3 March 2011

February Arctic Ice Ties 2005 for Lowest On Record

Posted by Dan Satterfield

 

The decline in Arctic sea ice continues. Image from NOAA-NSIDC.

The decline in Arctic sea ice continues. Image from NOAA-NSIDC.

The National Snow Ice Data Center released updated ice data today and the decline continues. The average ice cover in February was 14.36 million sq. km. This ties with February 2005 for lowest recorded in the month.

The ice over the last year has continued to track at, or below, the all time record low year in 2007. The ups and downs on that graph are the different weather patterns in each past February. The steady long term decline is almost certainly due to increasing greenhouse gases in the atmosphere.

While on the subject of climate science, there have been some very notable papers published recently. Both got some media attention, but they were much bigger news in the science world. Nature published two papers that linked heavy precipitation events to the rising greenhouse gases.

The correct response to the question whether a flood or snow storm was caused by climate change is to say that no one event can be ascribed to it. Climate change just makes it more likely to happen. You might wonder how climate change could make a heavy snow more likely, but the answer is pretty straight forward.

Warmer air can contain more water vapor. The atmosphere has warmed about 0.8C in the last 100 years. Most of this in the last 50 years and therefore it now holds about 4% more water vapor. This cannot be ignored and several researchers have looked for the human fingerprint of this in heavy precipitation events. (The water vapor increase rate is about 7%/degree C.)

NATURE NEWS has a great summary of the two papers and why they are important. You can read this summary even without a subscription to NATURE. The guy down the street who thinks climate change is a liberal commie plot will not pay much attention to it, but as Quirin Schiermer writes in Nature News, local governments and insurance companies will.

The first paper is entitled Human contribution to more-intense precipitation extremes.

NatureVolume: 470,pages: 378–381Date published:(17 February 2011)DOI:doi:10.1038/nature09763

 

You can read a summary of the papers in Nature News. Mouse the image.

The authors compared the observed increase in heavy precipitation events with a set of climate models. Some models had rising greenhouse gases consistent with what is actually occurring, and in others greenhouse gases held steady. The models with the real world depicted showed the increase in heavy precipitation events. The models that ignored the rising greenhouse emissions did not.

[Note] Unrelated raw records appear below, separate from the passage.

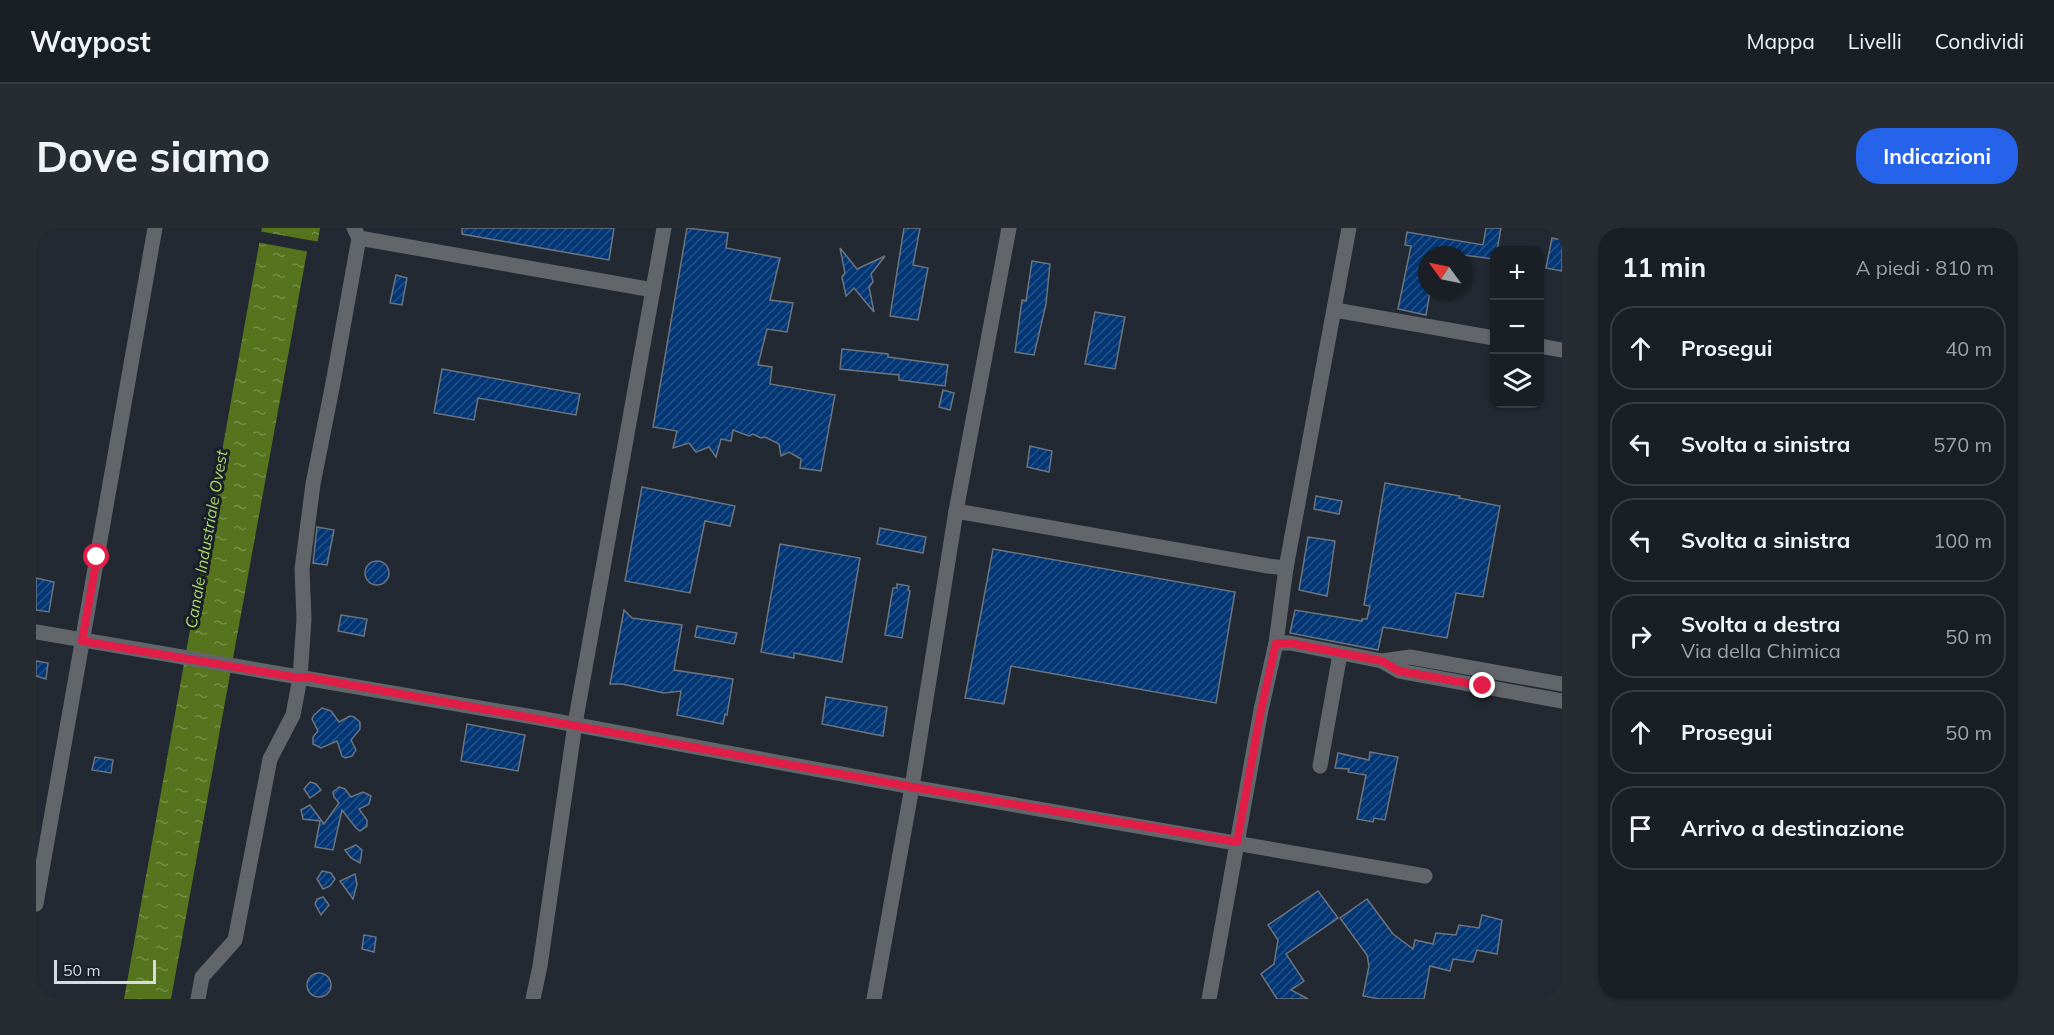 <!DOCTYPE html>
<html lang="it">
<meta charset="utf-8">
<style>
:root{--surface:#1a1f26;--page:#272c32;--text:#f1f3f6;--muted:#9fa2a7;--line:#383d43;--accent:#2563eb}
body{margin:0;font-family:Mulish,sans-serif;background:var(--page);color:var(--text)}
.controls{position:absolute;right:18px;top:18px;display:grid;overflow:hidden;border-radius:12px;box-shadow:0 2px 4px #0004}
.controls button{width:54px;height:54px;display:grid;place-items:center;padding:0;border:0;border-bottom:2px solid var(--line);background:var(--surface);color:var(--text);font:30px sans-serif}
.compass{position:absolute;left:1382px;top:18px;width:54px;height:54px;border-radius:50%;background:var(--surface);box-shadow:0 2px 4px #0004;rotate:303deg}
.scale{position:absolute;left:18px;bottom:15px;width:102px;box-sizing:border-box;padding-left:6px;border:3px solid #d7dbe1;border-top:0;font-size:16px;line-height:21px;white-space:nowrap;color:#d7dbe1;-webkit-text-stroke:4px #191f28;paint-order:stroke}
.stop{position:absolute;width:18px;height:18px;margin:-14px;border:4px solid #e11d48;border-radius:50%;background:#fff}
.stop.end{background:#e11d48;border-color:#fff;box-shadow:0 2px 6px #0008}
.list{margin:0;padding:0;list-style:none}
h2{display:flex;justify-content:space-between;align-items:center;height:78px;margin:0;padding:0 24px;font-size:26px}
h2 small{font-size:20px;font-weight:400;color:var(--muted)}
.list li{display:grid;grid-template-columns:39px 1fr auto;gap:18px;align-items:center;box-sizing:border-box;height:84px;margin:0 12px 12px;padding:0 12px;border:2px solid var(--line);border-radius:24px}
.list b{display:block;font-size:22px;white-space:nowrap}
.list p{margin:0;font-size:20px;white-space:nowrap;color:var(--muted)}
.list em{font-size:20px;font-style:normal;color:var(--muted)}
.icon{flex:none;width:33px;height:33px;fill:none;stroke:currentColor;stroke-width:2;stroke-linecap:round;stroke-linejoin:round}
.map{position:relative;flex:none;width:1526px;height:771px;overflow:hidden;border-radius:24px}
header{display:flex;align-items:center;gap:36px;box-sizing:border-box;height:84px;padding:0 30px;background:var(--surface);border-bottom:2px solid var(--line)}
header strong{font-size:28px}
nav{display:flex;gap:33px;margin-inline-start:auto;font-size:21px}
.intro{display:flex;align-items:center;justify-content:space-between;box-sizing:border-box;height:144px;padding:0 36px}
h1{margin:0;font-size:42px}
.button{padding:15px 27px;border-radius:24px;background:var(--accent);color:#fff;font-size:21px;font-weight:700}
main{display:flex;gap:36px;padding:0 36px}
aside{flex:1;background:var(--surface);border-radius:24px;box-shadow:0 2px 4px #0004}
.map>svg:first-child{display:block}
</style>
<header>
<strong>Waypost</strong>
<nav><a>Mappa</a><a>Livelli</a><a>Condividi</a></nav>
</header>
<div class="intro"><h1>Dove siamo</h1><a class="button">Indicazioni</a></div>
<main>
<div class="map">
<svg width="1526" height="771" viewBox="0 0 1526 771">
<defs>
<pattern id="water-ripples" width="26" height="14" patternUnits="userSpaceOnUse" patternTransform="scale(1.5)"><rect width="26" height="14" fill="#56741d"/><path d="M2 4q2-2 4 0t4 0M15 11q2-2 4 0t4 0" fill="none" stroke="#758e48"/></pattern>
<pattern id="building-hatch" width="6" height="6" patternUnits="userSpaceOnUse" patternTransform="scale(1.5)"><rect width="6" height="6" fill="#023674"/><path d="M-1 1l2-2M0 6l6-6M5 7l2-2" fill="none" stroke="#265288"/></pattern>
</defs>
<rect width="100%" height="100%" fill="#232932"/>
<polygon fill="url(#water-ripples)" points="226,0 284,0 281,18 272,18 135,771 88,771"/>
<polygon fill="#232932" points="222,3 284,14 283,19 281,21 275,21 274,24 220,14"/>
<g fill="url(#building-hatch)" stroke="#6c747e" stroke-width="1.5">
<polygon points="426,0 578,0 573,32 426,6"/>
<polygon points="651,0 692,5 690,20 744,30 734,72 757,75 751,104 731,101 722,137 736,139 734,156 799,167 785,243 764,240 765,231 753,224 745,228 743,216 729,209 725,210 717,206 713,208 697,202 695,213 685,211 680,229 673,219 660,224 653,215 637,220 641,203 617,199"/>
<polygon points="868,0 884,0 877,37 892,40 882,92 854,88"/>
<polygon points="1450,0 1465,0 1461,22 1458,22 1458,31 1427,27 1391,27 1391,63 1394,63 1390,87 1362,81 1375,18 1369,17 1371,4 1447,17"/>
<polygon points="1516,10 1526,12 1526,43 1510,40"/>
<polygon points="804,20 821,41 849,28 835,46 837,54 833,59 838,84 818,60 810,68 806,49 809,45"/>
<polygon points="996,33 1014,36 1010,76 998,127 979,124 986,72 990,73"/>
<polygon points="360,47 371,50 366,77 354,75"/>
<polygon points="1059,84 1089,89 1079,141 1049,136"/>
<polygon points="806,121 852,126 852,129 912,137 909,158 863,152 863,147 804,141"/>
<polygon points="406,141 544,166 540,187 442,170 438,192 398,185"/>
<polygon points="907,162 918,165 914,182 903,179"/>
<polygon points="994,218 1016,223 1013,244 991,239"/>
<polygon points="1349,255 1424,268 1423,270 1464,278 1447,369 1420,365 1411,410 1347,399 1342,422 1254,405 1259,382 1326,393 1326,391 1331,391 1334,378 1328,377"/>
<polygon points="606,259 699,278 694,298 669,293 654,365 589,353"/>
<polygon points="1280,268 1306,273 1303,286 1278,281"/>
<polygon points="281,299 298,302 291,337 277,335"/>
<polygon points="844,300 890,309 887,325 841,316"/>
<polygon points="1272,309 1299,313 1291,368 1263,362"/>
<polygon points="744,316 824,330 806,434 758,425 758,430 725,424"/>
<polygon points="957,321 1199,364 1180,475 975,438 968,476 929,470"/>
<circle cx="341" cy="345" r="12"/>
<polygon points="0,350 18,354 13,384 0,382"/>
<polygon points="861,356 873,358 872,362 874,363 866,410 849,407 857,360 861,360"/>
<polygon points="588,382 596,390 646,397 638,442 697,451 691,487 689,486 687,496 641,487 645,463 628,465 586,456 574,456"/>
<polygon points="305,387 331,391 328,408 302,403"/>
<polygon points="661,398 701,405 698,416 659,409"/>
<polygon points="0,433 12,435 10,451 0,448"/>
<polygon points="790,469 851,479 847,508 786,496"/>
<polygon points="286,480 295,483 303,494 314,488 318,489 324,494 324,501 315,512 320,522 316,528 309,530 306,528 301,513 285,520 277,516 277,509 282,503 276,491 278,487"/>
<polygon points="431,496 489,507 482,543 425,533"/>
<polygon points="1334,524 1362,529 1349,592 1338,590 1337,594 1321,591 1330,547 1312,544 1313,541 1299,540 1302,525 1333,532"/>
<polygon points="59,529 77,532 75,545 56,542"/>
<polygon points="274,554 280,556 285,562 274,570 268,561"/>
<polygon points="303,559 309,561 315,569 327,564 335,568 333,576 323,581 331,592 331,598 324,603 320,600 306,582 297,622 279,619 284,593 267,591 265,582 274,577 288,596 303,575 298,569 297,564"/>
<polygon points="320,617 326,622 324,635 315,630 309,622"/>
<polygon points="286,643 295,645 299,651 294,658 287,661 281,651"/>
<polygon points="319,646 321,656 317,671 304,653"/>
<polygon points="1282,663 1302,690 1250,726 1268,753 1255,762 1272,771 1241,771 1225,746 1238,736 1242,712 1232,697"/>
<polygon points="287,669 293,677 285,687 279,676 281,671"/>
<polygon points="1331,671 1357,706 1377,721 1379,712 1397,716 1400,705 1420,707 1423,697 1443,700 1446,687 1466,692 1461,726 1441,722 1437,734 1417,731 1414,743 1394,738 1388,771 1344,771 1327,768 1333,738 1331,727 1304,690"/>
<polygon points="328,707 340,709 338,724 326,721"/>
<circle cx="283" cy="757" r="12"/>
</g>
<g fill="none" stroke-linecap="round" stroke-linejoin="round">
<g stroke="#62666a" stroke-width="15">
<polyline points="318,0 323,10 617,62"/>
<polyline points="1299,82 1458,110"/>
<polyline points="1504,118 1526,122"/>
<polyline points="920,283 1232,338 1250,340"/>
<polyline points="0,404 503,490 876,559 1389,648"/>
<polyline points="1240,415 1254,415 1346,433 1363,443 1526,473"/>
<polyline points="1346,433 1374,429 1526,456"/>
<polyline points="1284,538 1304,426"/>
<polyline points="0,676 119,0"/>
<polyline points="162,771 166,749 199,712 234,531 257,487 264,450 268,391 266,341 277,256 297,155 323,10"/>
<polyline points="497,771 504,738 539,496 628,0"/>
<polyline points="838,771 876,559 920,283 973,0"/>
<polyline points="1173,771 1225,482 1240,415 1250,340 1313,0"/>
</g>
</g>
<g fill="none" stroke-linecap="round" stroke-linejoin="round">
<polyline stroke="#e11d48" stroke-width="8" points="61,329 46,413 264,450 271,449 876,559 1201,614 1225,482 1240,415 1254,415 1346,433 1363,443 1447,458"/>
</g>
<g text-anchor="middle" stroke-width="6" stroke-linejoin="round" paint-order="stroke">
<g font-size="16" font-style="italic" fill="#aeda6b" stroke="#191f28">
<text transform="translate(170 311) rotate(-80)" y="6">Canale Industriale Ovest</text>
</g>
</g>
</svg>
<div class="controls">
<button>+</button>
<button>−</button>
<button><svg class="icon" aria-label="layers" viewBox="0 0 24 24"><path d="M12 4l9 5-9 5-9-5zM3 14l9 5 9-5"/></svg></button>
</div>
<svg class="compass" viewBox="-18 -18 36 36"><path d="M0-13l5 13h-10z" fill="#e53935"/><path d="M0 13l5-13h-10z" fill="#9fa2a7"/></svg>
<div class="scale">50 m</div>
<div class="stop" style="left:61px;top:329px"></div>
<div class="stop end" style="left:1447px;top:458px"></div>
</div>
<aside>
<h2>11 min<small>A piedi · 810 m</small></h2>
<ul class="list">
<li><svg class="icon" aria-label="ahead" viewBox="0 0 24 24"><path d="M12 20V5M6 11l6-6 6 6"/></svg><div><b>Prosegui</b></div><em>40 m</em></li>
<li><svg class="icon" aria-label="left" viewBox="0 0 24 24"><path d="M17 20v-9H6M10 6l-5 5 5 5"/></svg><div><b>Svolta a sinistra</b></div><em>570 m</em></li>
<li><svg class="icon" aria-label="left" viewBox="0 0 24 24"><path d="M17 20v-9H6M10 6l-5 5 5 5"/></svg><div><b>Svolta a sinistra</b></div><em>100 m</em></li>
<li><svg class="icon" aria-label="right" viewBox="0 0 24 24"><path d="M7 20v-9h11M14 6l5 5-5 5"/></svg><div><b>Svolta a destra</b><p>Via della Chimica</p></div><em>50 m</em></li>
<li><svg class="icon" aria-label="ahead" viewBox="0 0 24 24"><path d="M12 20V5M6 11l6-6 6 6"/></svg><div><b>Prosegui</b></div><em>50 m</em></li>
<li><svg class="icon" aria-label="arrive" viewBox="0 0 24 24"><path d="M6 21V4h12l-3 4 3 4H6"/></svg><div><b>Arrivo a destinazione</b></div></li>
</ul>
</aside>
</main>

This is a powerful confirmation of something that several fellow meteorologists (myself included) have noticed. The weather is doing things it did not do before. Saying that and showing it scientifically are two separate things, but this paper does just that. If anything, the models seem to be underestimating the effect that the rising emissions are causing.

This is from the abstract:

Here we show that human-induced increases in greenhouse gases have contributed to the observed intensification of heavy precipitation events found over approximately two-thirds of data-covered parts of Northern Hemisphere land areas. These results are based on a comparison of observed and multi-model simulated changes in extreme precipitation over the latter half of the twentieth century analysed with an optimal fingerprinting technique. Changes in extreme precipitation projected by models, and thus the impacts of future changes in extreme precipitation, may be underestimated because models seem to underestimate the observed increase in heavy precipitation with warming.

The other paper looked at a specific event. The year 2000 England/Welsh floods. The authors of this paper ran high resolution simulations with increasing greenhouse gases and without. The results were astounding. Here is what they said:

The precise magnitude of the anthropogenic contribution remains uncertain, but in nine out of ten cases our model results indicate that twentieth-century anthropogenic greenhouse gas emissions increased the risk of floods occurring in England and Wales in autumn 2000 by more than 20%, and in two out of three cases by more than 90%.

 

You can contribute to climate research.

These kind of high resolution model runs require LOTS of computer time, and the authors used thousands of idle home computers to do it! You can help too; just go to climateprediction.net.

The NY Times did an excellent story on this as well here.